Further to the statement Murrindindi Shire Council released on Facebook on 25 January regarding the Yumaanda Gathering, an unauthorised music and cultural event that occurred from 22 – 26 January in Rubicon, I’d like to provide an update to the community about the event, including Council’s response to the breach of the Murrindindi Planning Scheme.
Unfortunately, as previously stated, the event organisers, a not-for-profit music, dance and cultural association, chose not to follow Council’s advice and continued with the event. Based on legal advice, Council had insufficient time to seek and obtain an interim enforcement order from VCAT to stop the event. I was also advised by Victoria Police not to attempt to break-up or stop the event at that very late stage as it could potentially create greater risks for event attendees and the community.
It is unfortunate that the event went ahead without the proper permits in place from Council and other regulatory authorities, including the Country Fire Authority, Victoria Police, the Department of Environment Land, Water and Planning and Goulburn Broken Catchment Authority. Council is not the responsible authority for enforcing COVID-19 restrictions and these matters were referred to the appropriate State Government Department.
Over the weekend of the event, Council officers and Victoria Police patrolled the event. Despite the event proceeding, at all the times the event organisers were co-operative and worked with Council to ensure the health and safety of patrons and to make sure appropriate measures were in place to avoid impacts on the environment. Victoria Police were satisfied at the conclusion of the event that it was managed appropriately and that they would not be pursuing the matter any further.
The land owner has expressed regret and the event organiser has provided a statement to Council acknowledging the breach and the impacts it has had on the community, expressing remorse and a desire to work constructively with Council and the community moving forward.
The landowner will be issued with a written warning. While they relied on the event organisers to ensure compliance with all laws, it is their responsibility as land owners to make sure appropriate permissions have been sought before allowing an event to take place on their land.
The event organisers carry great culpubaility by not contacting Council for relevant approvals prior to the event taking place. While it is recognised that the event organisers had a genuine belief that statutory approvals were not required, there could have been significant impacts to the community. The event raised considerable anxiety within the community with respect to the possible detrimental impacts this event could have relating to noise, fire risk, the spread of COVID-19 and poor patron behaviour.
Additional strain was placed on emergency service agencies, including volunteer-based organisations, and Council to put in place last minute contingencies for patrols and possible emergency response, during what was already shaping up to be a busy long weekend, with high visitation levels and temperatures expected across the Shire.
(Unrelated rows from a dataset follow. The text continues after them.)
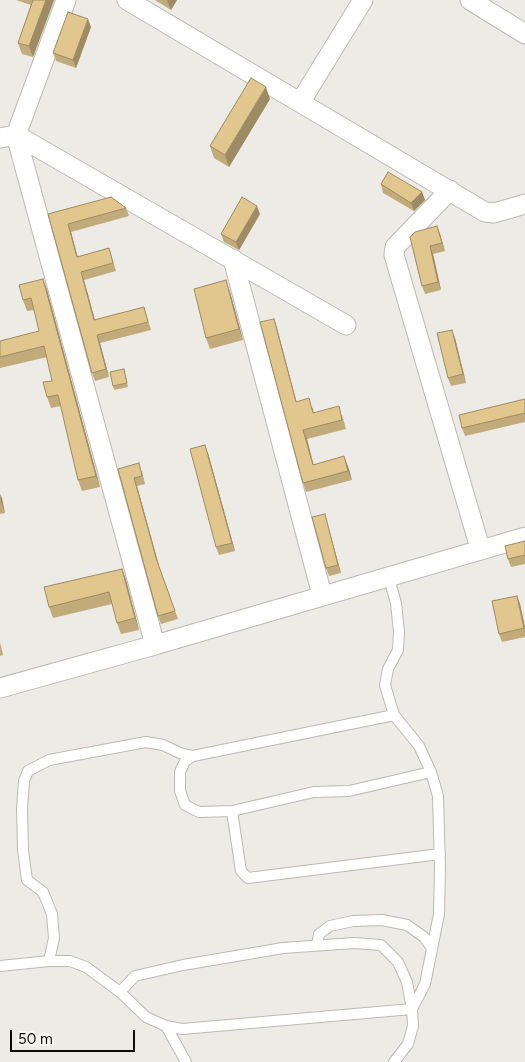 <!DOCTYPE html>
<style>
body{margin:0}
#map{position:relative;width:525px;height:1062px;overflow:hidden;background:#edebe6;font-family:Figtree,sans-serif}
canvas{display:block}
.scale{position:absolute;left:10px;top:1030px;width:125px;height:22px;box-sizing:border-box;border:2px solid #0c0b0a;border-top:0;padding-left:6px;font-size:15px;line-height:18px;white-space:nowrap;color:#0c0b0a;-webkit-text-stroke:4px #fbf8f3;paint-order:stroke}
</style>
<div id="map">
<canvas width="525" height="1062"></canvas>
<div class="scale">50 m</div>
</div>
<script>
const ctx = document.querySelector('canvas').getContext('2d');
ctx.lineJoin = 'round';
function poly(rows) {
  const path = new Path2D();
  for (const r of rows) {
    path.moveTo(r[0], r[1]);
    for (let i = 2; i < r.length; i += 2) path.lineTo(r[i], r[i + 1]);
  }
  return path;
}
function strokePath(path, color, width, dash) {
  ctx.strokeStyle = color;
  ctx.lineWidth = width;
  ctx.lineCap = dash ? 'butt' : 'round';
  ctx.setLineDash(dash || []);
  ctx.stroke(path);
}
function fillPath(path, color) {
  ctx.fillStyle = color;
  ctx.fill(path, 'evenodd');
}
const service = poly([
 [394,715,193,756,185,761,180,772,180,791,185,805,199,812,232,811,314,792,349,791,431,772],
 [232,811,241,871,248,878,440,854],
 [317,945,319,934,330,926,353,921,382,920,407,925,424,937,432,948],
 [49,961,54,938,52,914,43,892,27,880,23,850,22,809,24,781,28,771,49,760,146,742,163,745,180,753,193,756],
 [0,966,49,961,70,961,86,967,120,992,146,1017,166,1026,182,1029,412,1009,425,984,439,914,440,868,438,796,431,772,419,746,394,715,385,685,388,669,398,650,399,632,396,603,388,575],
 [120,992,135,976,183,965,283,948,354,943,381,945,398,962,407,982,412,1009,413,1026,408,1044,394,1062],
 [166,1026,186,1062]
]);
const minor = poly([
 [127,0,485,212,494,213,525,204],
 [470,0,525,34],
 [301,101,363,0],
 [16,135,155,645,525,537],
 [16,135,346,325],
 [0,138,16,135,66,0],
 [450,190,395,247,394,255,480,548],
 [233,259,322,595],
 [0,688,155,645]
]);
const wall = poly([
 [16,0,54,0,33,57,22,54,18,43,31,5],
 [155,0,177,0,171,10],
 [91,27,76,68,56,61,53,53],
 [270,99,229,167,214,158,210,146],
 [381,184,422,192,425,200,414,211,383,193],
 [126,208,129,216,71,232,77,257,109,248,116,271,84,280,95,320,144,307,151,330,100,343,109,377,95,381,92,373,48,214],
 [260,214,239,250,224,242,221,234],
 [437,226,440,234,445,251,433,254,441,290,425,294,422,286,410,237],
 [43,279,47,290,100,487,82,491,78,480,61,406,51,408,47,397,52,381,47,357,0,368,0,341,39,331,34,310,27,311,23,300],
 [230,292,243,340,210,349,206,338],
 [274,319,277,328,296,402,313,408,314,413,342,415,346,429,307,439,313,465,348,466,352,480,306,492,303,483],
 [455,338,466,383,451,386,448,378],
 [125,373,128,387,114,390,113,386],
 [525,399,525,422,465,436,462,428],
 [208,453,235,551,219,555,216,547],
 [118,469,142,471,145,484,137,486,160,569,178,619,161,624,158,616],
 [0,494,5,513,0,514],
 [325,514,327,522,341,573,329,576,326,568],
 [525,541,525,564,511,567,508,559],
 [122,569,126,580,139,630,121,634,117,623,112,604,53,618,49,607],
 [517,596,520,604,525,627,525,637,502,642,499,634],
 [0,642,3,655,0,656]
]);
const shadedWall = poly([
 [46,0,54,0,33,57,29,46],
 [167,0,177,0,171,10],
 [88,19,91,27,76,68,73,60],
 [266,87,270,99,229,167,225,155],
 [422,192,425,200,414,211,411,203],
 [257,206,260,214,239,250,236,242],
 [68,224,71,232,80,265,77,257],
 [437,226,440,234,445,251,442,243],
 [430,246,433,254,441,290,438,282],
 [81,272,84,280,97,328,94,320],
 [43,279,47,290,100,487,96,476],
 [226,280,230,292,243,340,239,329],
 [274,319,277,328,299,411,296,402],
 [452,330,455,338,466,383,463,374],
 [97,335,100,343,109,377,106,369],
 [303,430,307,439,316,474,313,465],
 [205,445,208,453,235,551,232,543],
 [344,456,348,466,352,480,348,471],
 [134,478,137,486,160,570,157,561],
 [0,494,2,498,5,513,1,502],
 [325,514,327,522,341,573,338,565],
 [122,569,126,580,139,630,135,618],
 [517,596,520,604,525,627,525,631]
]);
const building = poly([
 [33,0,46,0,29,46,18,43,33,0],
 [68,12,88,19,73,60,53,53,68,12],
 [251,78,266,87,225,155,210,146,251,78],
 [388,172,422,192,411,203,381,184,388,172],
 [111,197,126,208,68,224,77,257,109,248,113,263,81,272,94,320,144,307,148,322,97,335,106,369,92,373,48,214,111,197],
 [242,197,257,206,236,242,221,234,242,197],
 [437,226,442,243,430,246,438,282,422,286,410,237,415,232,437,226],
 [43,279,96,476,78,480,58,395,47,397,43,382,52,381,44,346,0,357,0,341,39,331,31,298,23,300,19,285,43,279],
 [226,280,239,329,206,338,194,289,226,280],
 [274,319,296,402,309,398,313,413,339,406,342,420,303,430,313,465,344,456,348,471,303,483,260,322,274,319],
 [452,330,463,374,448,378,437,333,452,330],
 [124,369,127,383,113,386,110,372,124,369],
 [525,399,525,413,462,428,459,415,525,399],
 [205,445,232,543,216,547,190,449,205,445],
 [139,463,142,476,134,478,157,561,175,611,158,616,118,469,139,463],
 [325,514,338,565,326,568,312,517,325,514],
 [525,541,525,555,508,559,505,546,525,541],
 [122,569,135,618,117,623,109,592,49,607,44,587,122,569],
 [517,596,524,628,499,634,492,601,517,596]
]);
strokePath(service, '#bbb9b4', 12);
strokePath(minor, '#bbb9b4', 21);
strokePath(service, '#fff', 10);
strokePath(minor, '#fff', 19);
fillPath(wall, '#c2ab7a');
fillPath(shadedWall, '#9e8b63');
fillPath(building, '#e1c78e');
strokePath(building, '#9e8b63', 1);
</script>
Fortunately, the event did not result in any significant adverse outcomes. Again, while we are disappointed the event proceeded despite Council’s advice, we acknowledge the contrition of the event organisers in respect to the breach and the cooperative attitude that was taken to requests from both Council and Victoria Police.
We also checked with other Council’s where events had been run by the same organisation and received positive references, with no evidence of detrimental community impacts.
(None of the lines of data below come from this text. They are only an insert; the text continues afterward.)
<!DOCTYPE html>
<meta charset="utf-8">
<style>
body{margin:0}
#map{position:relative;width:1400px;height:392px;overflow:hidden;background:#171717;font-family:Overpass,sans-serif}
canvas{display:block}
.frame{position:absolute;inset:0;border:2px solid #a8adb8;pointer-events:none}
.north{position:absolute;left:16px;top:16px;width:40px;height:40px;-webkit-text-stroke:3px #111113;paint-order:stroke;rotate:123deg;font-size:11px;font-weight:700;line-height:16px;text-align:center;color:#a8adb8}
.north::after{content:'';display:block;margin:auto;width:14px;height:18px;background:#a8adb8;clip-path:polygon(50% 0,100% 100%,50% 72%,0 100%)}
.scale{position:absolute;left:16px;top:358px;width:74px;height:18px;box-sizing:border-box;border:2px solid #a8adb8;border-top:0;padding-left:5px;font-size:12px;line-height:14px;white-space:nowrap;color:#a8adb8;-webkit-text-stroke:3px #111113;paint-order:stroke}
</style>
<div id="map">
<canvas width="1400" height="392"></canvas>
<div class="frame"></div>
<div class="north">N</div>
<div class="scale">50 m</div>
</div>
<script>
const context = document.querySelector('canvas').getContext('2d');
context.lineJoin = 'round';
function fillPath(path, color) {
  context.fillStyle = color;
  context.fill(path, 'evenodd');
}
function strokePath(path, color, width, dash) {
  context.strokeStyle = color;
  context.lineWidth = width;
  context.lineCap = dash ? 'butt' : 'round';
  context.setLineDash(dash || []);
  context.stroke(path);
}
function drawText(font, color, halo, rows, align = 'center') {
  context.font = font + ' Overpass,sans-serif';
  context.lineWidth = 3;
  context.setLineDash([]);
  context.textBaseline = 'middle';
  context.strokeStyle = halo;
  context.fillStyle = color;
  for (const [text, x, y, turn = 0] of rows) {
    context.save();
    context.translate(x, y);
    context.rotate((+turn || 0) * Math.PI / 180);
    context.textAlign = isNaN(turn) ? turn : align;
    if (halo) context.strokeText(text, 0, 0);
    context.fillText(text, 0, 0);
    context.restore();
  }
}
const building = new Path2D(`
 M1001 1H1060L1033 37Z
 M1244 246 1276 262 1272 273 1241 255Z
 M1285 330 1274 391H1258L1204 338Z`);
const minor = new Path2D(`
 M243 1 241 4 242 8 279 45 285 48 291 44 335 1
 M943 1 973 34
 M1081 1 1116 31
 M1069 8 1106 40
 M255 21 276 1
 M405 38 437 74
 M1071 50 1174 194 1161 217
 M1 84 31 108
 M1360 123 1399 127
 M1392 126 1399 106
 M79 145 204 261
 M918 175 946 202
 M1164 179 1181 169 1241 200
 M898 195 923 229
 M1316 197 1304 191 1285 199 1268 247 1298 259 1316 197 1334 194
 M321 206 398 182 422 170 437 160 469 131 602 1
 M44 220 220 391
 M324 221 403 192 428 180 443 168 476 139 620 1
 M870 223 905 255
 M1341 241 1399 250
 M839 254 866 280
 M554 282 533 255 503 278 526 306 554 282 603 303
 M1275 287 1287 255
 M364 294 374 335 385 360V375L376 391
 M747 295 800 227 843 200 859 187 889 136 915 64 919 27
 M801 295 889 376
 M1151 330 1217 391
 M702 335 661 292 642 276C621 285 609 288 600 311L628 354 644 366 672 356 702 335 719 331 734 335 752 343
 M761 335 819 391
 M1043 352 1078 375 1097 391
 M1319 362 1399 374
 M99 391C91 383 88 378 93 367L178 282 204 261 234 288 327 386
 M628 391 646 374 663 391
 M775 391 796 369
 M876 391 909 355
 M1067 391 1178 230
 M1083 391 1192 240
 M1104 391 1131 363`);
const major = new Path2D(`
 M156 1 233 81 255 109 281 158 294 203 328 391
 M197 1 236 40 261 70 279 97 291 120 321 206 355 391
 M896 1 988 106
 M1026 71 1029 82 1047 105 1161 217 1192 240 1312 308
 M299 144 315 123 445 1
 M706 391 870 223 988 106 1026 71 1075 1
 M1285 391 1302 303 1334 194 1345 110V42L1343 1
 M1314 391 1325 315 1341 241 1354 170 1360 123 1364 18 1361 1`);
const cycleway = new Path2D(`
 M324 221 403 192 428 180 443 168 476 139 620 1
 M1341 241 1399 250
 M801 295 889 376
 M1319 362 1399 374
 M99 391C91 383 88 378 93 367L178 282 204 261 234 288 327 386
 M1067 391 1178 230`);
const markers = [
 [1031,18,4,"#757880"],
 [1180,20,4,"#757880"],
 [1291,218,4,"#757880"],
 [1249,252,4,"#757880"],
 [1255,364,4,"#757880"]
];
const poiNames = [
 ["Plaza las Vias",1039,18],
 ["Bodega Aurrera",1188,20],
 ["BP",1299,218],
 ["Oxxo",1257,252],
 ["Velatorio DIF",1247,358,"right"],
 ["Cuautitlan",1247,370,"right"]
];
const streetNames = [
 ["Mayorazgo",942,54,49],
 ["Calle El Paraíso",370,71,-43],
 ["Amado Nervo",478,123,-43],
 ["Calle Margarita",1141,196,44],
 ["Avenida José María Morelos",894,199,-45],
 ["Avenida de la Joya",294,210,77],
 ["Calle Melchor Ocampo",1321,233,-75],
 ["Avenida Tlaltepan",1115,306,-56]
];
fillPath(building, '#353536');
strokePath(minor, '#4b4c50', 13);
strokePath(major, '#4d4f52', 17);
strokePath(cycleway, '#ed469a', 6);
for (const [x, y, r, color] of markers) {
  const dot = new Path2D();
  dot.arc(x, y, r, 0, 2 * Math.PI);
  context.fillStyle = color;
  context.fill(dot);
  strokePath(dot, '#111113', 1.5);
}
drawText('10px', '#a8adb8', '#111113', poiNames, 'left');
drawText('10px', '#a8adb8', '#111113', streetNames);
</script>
Council has concluded that prosecution, with the threat of a very significant monetary penalty and possible conviction, is not the most appopriate outcome for this situation. Based on legal advice received, it was also determined that Council would be unlikely to be successful, in this case, in claiming punative and legal costs which would be sufficient to cover the costs of taking the matter to court.
Instead, the event organisers have agreed to undertake community work under Council’s direction. This will consist of a minimum of 450 hours (the equivalent of one full-time person working for 11 weeks) of environmental works to be undertaken across the Shire. The works will involve native vegetation restoration and weed removal. Other than the cost of plants (which are already sourced by Council), all costs associated with attendance and conduct of the works will be borne by the event organiser. The small cost to Council to organise these works by way of administration will be significantly offset by the benefit to the community.
I see this as an acceptable and proactive outcome that provides some benefit back to the Murrindindi Shire community. It also provides a consequence to the event organisation for the breach of the Murrindindi Planning Scheme.